Went and Prinsen-Geerligs (2), in Java, isolated a yeast from “ragi”, which they called Monilia javanica and which, according to these authors, would be used in the fermentation of Batavia’s arrack. It appears in the form of rounded or piriform cells, sometimes irregular, forming, after 1-2 days, a film on the surface of sugary liquids. On agar, we obtain mycelial filaments, giving rise to yeast-shaped cells. M. javanica fermented glucose, levulose, sucrose, maltose and raffinose but not lactose or dextrin. It produces about 5% alcohol after about ten days. The resulting alcohol has a rather unpleasant taste.

(2) Verhand. Königl Akad. Weteneh, Amsterdam IV. N° 2. 1895

Peck and Deerr found in a cane molasses from Natal, a Monilia neighbor of the M. javanica. It presented the interesting property of giving during fermentation a fruity smell reminiscent of that of the best Jamaican rum. In pure culture on molasses must, it produced 7.5 esters per 100 of alcohol formed. The esters consisted mainly of ethyl acetate and butyrate. [that sounds promising!]

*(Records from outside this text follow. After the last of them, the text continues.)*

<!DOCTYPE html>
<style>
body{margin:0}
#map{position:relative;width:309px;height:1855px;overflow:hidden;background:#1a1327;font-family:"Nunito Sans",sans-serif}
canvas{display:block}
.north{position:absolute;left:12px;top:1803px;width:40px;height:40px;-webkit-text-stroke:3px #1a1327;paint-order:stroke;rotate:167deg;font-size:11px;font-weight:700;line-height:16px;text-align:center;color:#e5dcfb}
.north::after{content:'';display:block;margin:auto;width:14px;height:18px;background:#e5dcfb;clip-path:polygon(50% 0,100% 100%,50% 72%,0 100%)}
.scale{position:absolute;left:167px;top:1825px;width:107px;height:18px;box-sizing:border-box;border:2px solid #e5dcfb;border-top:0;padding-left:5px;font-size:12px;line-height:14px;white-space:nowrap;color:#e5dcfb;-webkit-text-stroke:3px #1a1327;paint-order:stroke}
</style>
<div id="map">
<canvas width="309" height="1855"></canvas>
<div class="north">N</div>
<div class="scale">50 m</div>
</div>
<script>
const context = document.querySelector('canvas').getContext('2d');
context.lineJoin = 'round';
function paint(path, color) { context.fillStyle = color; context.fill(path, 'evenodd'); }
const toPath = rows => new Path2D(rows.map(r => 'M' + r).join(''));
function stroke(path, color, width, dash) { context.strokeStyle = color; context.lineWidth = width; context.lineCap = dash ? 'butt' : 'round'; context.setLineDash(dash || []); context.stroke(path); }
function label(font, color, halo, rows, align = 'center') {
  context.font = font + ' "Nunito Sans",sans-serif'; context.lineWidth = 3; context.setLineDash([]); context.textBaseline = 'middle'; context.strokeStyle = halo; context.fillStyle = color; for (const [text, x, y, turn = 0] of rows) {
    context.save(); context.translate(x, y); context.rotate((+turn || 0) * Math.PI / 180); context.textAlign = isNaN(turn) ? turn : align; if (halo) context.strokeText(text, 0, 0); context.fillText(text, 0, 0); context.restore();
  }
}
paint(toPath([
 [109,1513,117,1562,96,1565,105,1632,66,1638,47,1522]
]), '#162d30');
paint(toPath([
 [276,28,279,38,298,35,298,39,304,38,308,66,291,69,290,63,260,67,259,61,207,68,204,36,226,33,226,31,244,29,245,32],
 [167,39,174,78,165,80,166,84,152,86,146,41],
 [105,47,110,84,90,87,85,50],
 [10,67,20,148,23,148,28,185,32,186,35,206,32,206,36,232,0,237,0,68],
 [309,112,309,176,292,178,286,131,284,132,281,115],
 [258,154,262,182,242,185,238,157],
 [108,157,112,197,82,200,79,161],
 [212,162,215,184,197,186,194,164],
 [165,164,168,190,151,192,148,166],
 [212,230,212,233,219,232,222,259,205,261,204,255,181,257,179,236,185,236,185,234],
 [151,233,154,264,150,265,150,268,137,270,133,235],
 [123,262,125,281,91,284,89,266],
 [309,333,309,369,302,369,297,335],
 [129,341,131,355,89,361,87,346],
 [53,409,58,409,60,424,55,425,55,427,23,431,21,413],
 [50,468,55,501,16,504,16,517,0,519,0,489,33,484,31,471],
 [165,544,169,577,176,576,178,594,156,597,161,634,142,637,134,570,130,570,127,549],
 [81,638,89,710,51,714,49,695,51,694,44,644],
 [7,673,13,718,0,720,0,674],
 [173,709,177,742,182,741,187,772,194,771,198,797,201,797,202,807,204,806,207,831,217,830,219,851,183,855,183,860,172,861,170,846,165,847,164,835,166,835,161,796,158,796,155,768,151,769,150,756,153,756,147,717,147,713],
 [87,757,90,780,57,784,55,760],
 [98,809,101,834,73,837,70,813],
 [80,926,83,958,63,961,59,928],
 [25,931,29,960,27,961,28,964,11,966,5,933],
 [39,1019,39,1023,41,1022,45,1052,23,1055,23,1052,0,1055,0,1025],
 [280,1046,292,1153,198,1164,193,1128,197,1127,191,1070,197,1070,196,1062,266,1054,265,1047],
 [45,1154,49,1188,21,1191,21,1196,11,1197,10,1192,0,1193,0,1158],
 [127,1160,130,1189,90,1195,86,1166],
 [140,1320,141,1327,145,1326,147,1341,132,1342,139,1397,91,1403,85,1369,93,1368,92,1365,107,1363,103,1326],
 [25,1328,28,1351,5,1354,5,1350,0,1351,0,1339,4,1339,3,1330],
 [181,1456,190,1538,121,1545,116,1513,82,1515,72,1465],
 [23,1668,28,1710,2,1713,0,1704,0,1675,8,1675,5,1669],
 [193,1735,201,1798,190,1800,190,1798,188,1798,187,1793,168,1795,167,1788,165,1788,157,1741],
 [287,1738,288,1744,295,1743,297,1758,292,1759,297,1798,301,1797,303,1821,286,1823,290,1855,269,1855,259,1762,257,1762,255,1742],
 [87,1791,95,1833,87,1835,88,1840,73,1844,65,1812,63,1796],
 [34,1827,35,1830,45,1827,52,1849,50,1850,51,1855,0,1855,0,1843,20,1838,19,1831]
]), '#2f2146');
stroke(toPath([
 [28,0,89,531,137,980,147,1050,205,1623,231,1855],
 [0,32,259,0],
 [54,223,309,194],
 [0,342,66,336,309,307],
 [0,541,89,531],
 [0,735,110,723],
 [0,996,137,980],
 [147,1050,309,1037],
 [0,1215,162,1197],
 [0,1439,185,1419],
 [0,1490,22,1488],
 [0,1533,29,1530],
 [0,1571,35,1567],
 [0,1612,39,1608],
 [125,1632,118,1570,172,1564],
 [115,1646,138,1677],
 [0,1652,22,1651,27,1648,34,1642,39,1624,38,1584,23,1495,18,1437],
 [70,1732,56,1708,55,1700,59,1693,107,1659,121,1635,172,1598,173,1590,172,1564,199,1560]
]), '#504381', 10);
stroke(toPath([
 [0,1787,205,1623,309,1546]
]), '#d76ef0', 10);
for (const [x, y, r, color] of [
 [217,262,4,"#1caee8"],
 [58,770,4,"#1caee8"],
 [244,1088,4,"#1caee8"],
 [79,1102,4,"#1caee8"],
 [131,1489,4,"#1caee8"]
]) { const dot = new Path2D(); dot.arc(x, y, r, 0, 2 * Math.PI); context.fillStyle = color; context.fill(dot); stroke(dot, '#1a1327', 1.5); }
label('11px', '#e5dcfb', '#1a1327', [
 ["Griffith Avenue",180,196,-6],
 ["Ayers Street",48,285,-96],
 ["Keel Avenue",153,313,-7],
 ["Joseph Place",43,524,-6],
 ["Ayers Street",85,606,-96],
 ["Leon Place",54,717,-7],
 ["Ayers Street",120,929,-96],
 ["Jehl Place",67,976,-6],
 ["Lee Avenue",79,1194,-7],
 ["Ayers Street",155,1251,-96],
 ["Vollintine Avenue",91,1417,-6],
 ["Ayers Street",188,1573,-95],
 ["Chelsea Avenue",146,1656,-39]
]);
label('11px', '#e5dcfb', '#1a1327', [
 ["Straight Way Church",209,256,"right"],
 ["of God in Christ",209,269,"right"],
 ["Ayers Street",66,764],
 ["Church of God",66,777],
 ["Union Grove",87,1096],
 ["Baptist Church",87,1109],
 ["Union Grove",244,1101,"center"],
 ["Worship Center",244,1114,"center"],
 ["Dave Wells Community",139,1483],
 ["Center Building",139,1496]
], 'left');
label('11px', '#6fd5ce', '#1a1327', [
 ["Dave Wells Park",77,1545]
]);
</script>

Various other species of Monilia have been observed to cause sugars to boil, giving alcohol. To mention in particular Monilia candida Bonorden and M. vini Osterwalder. Their fermentative power is usually low.

Finally, Arroyo, in Puerto Rico, used in fermentation of cane juice (see Chapter VI) an Oidium, O. suaveolens, found in the sap of a shade tree used in coffee plantations. This mushroom forms on the surface of musts a thin film. It has little action on sugars, but by attacking protein materials of the medium, it gives rise to significant amounts of organic acids and esters. The dominant smell of the bouquet is that of ripe apple.